Design and business are intertwined.

Sifting through various media and by maintaining awareness of one’s surroundings, one can see patterns and trends emerging in various areas such as brands, aesthetics, words, graphics, architecture, politics, speech habits, and fashion. 

Working in the space between patterns is where one can discover the links between disparate elements and it’s where opportunities exist to create something new. There is enormous potential at the intersection of design and business. It is at this intersection in particular where waves of ideas, technology, or belief systems will merge to create a new reality. It’s one thing to see the pattern, but yet another to do something meaningful with it. It’s in the action to connect them that leaps in growth can happen.

I’m anxious to see how the relationship between business and design will evolve, particularly in corporations that have developed a capacity for design. I’m also watching to see how the language of business changes.

How will executives begin to talk about doing business after design methods and thinking have been infused into their organizations?
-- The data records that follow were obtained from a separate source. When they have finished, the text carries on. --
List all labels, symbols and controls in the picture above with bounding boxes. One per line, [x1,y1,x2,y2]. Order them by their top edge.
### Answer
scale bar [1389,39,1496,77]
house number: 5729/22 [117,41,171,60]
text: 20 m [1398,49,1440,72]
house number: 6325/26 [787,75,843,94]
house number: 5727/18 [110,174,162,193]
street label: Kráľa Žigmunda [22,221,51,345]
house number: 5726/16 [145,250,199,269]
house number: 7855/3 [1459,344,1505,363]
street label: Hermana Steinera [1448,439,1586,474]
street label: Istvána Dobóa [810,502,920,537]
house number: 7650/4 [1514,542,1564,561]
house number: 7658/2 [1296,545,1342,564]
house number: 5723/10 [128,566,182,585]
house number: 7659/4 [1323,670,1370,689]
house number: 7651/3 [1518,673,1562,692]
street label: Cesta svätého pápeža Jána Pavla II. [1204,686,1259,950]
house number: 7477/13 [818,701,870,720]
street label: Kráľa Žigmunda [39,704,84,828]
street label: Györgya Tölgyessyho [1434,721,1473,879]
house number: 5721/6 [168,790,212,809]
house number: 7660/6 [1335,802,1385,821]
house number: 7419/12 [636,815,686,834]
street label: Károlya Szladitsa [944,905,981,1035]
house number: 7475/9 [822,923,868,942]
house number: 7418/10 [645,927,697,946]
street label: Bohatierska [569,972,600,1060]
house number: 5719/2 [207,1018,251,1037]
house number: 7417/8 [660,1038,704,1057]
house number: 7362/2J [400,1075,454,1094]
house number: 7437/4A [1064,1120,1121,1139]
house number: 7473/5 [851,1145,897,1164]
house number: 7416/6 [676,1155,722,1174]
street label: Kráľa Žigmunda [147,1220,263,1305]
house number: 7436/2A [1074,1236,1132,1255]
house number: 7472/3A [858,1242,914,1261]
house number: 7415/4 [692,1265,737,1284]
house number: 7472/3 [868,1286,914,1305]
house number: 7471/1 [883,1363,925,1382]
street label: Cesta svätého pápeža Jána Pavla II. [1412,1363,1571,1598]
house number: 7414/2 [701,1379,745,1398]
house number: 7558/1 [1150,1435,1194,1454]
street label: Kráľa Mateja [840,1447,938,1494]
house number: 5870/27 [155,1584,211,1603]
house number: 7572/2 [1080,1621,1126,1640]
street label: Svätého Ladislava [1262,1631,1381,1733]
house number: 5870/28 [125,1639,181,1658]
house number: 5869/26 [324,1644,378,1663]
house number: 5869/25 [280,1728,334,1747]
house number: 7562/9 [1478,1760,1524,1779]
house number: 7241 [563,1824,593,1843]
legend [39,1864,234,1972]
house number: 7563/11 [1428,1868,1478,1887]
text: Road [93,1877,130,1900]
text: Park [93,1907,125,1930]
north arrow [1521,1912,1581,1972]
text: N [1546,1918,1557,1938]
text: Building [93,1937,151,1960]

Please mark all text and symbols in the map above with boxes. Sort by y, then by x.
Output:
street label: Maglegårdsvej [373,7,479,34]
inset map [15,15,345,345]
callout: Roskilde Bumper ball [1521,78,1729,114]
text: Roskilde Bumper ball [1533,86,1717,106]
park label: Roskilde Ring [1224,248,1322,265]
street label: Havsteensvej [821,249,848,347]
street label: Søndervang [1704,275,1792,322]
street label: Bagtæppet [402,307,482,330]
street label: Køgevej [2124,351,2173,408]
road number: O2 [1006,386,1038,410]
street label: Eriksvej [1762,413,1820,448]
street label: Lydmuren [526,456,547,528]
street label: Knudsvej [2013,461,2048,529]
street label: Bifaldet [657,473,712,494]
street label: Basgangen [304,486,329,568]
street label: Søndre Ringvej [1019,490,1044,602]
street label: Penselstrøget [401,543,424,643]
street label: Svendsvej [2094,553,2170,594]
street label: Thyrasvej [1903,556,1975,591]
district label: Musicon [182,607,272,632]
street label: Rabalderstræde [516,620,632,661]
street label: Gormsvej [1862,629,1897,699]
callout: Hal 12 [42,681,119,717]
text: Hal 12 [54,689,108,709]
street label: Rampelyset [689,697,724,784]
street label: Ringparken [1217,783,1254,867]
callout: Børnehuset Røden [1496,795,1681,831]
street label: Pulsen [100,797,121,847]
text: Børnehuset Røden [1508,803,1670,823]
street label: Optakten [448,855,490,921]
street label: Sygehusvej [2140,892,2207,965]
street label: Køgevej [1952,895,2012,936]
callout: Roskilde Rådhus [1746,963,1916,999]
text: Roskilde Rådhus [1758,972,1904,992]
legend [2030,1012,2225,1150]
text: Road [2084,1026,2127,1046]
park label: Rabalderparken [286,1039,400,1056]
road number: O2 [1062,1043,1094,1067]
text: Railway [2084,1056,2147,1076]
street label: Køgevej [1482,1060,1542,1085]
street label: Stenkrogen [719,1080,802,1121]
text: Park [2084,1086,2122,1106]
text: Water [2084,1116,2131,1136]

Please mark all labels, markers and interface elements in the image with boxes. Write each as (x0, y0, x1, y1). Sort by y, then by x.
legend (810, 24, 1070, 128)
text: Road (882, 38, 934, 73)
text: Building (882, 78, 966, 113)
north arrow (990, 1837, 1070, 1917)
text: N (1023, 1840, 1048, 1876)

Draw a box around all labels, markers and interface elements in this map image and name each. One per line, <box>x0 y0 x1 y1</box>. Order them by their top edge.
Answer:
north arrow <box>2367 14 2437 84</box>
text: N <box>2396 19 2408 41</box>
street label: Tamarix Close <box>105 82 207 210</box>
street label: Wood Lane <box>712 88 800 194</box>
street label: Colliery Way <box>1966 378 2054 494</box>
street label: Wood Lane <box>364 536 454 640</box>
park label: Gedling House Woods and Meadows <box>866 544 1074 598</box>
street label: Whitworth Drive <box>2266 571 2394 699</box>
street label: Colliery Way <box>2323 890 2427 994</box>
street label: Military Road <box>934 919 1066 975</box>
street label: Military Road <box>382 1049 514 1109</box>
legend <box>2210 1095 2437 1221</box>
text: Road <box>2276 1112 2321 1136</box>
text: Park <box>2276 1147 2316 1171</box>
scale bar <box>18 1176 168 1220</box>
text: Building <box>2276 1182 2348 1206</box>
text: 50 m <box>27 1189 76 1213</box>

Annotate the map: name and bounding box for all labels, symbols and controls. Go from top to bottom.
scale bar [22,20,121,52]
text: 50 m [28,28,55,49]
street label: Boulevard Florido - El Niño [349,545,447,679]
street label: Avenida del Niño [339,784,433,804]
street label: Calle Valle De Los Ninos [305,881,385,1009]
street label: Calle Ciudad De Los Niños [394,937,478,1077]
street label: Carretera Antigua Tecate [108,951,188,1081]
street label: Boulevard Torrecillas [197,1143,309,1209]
Will a new vocabulary emerge that is a hybrid of business and design-speak? There are several words that I hope to see appear in an executive’s vocabulary: form, space, and order. Not your typical words that you would hear in a boardroom, but, they are important concepts that are central to creating a system in balance. 

Form is shape and structure.  The shape of information, the structure of a building, or the layout of a website affects how we perceive, experience, or interface with it. 

Space is the volume or area created by the form of an organization where human interaction takes place.  A room in a building, an atrium, the virtual space of a computer, or the hierarchy of a business.    

Order is how the parts of an organization or an experience relate to the whole and ultimately convey a shape or structure’s purpose. 

Understanding form, space, and order can help one to make sense of what is real in a multifaceted, highly networked society. 

It can be used to illuminate the underlying values, trends, or beliefs of any organization. It enables one to cut through an image-saturated environment and arrive at ground truths.

Business and design are now intertwined and clear thinking is required in order help organizations navigate constantly shifting economic, political, and social conditions. The specific language that executives use will have an impact on how people perceive the integration of design into existing business processes. The words form, space, and order are places to start thinking about how to communicate these new modes of operating that will result from the merger of business and design.

This is a reprint of a piece that was published in the fall.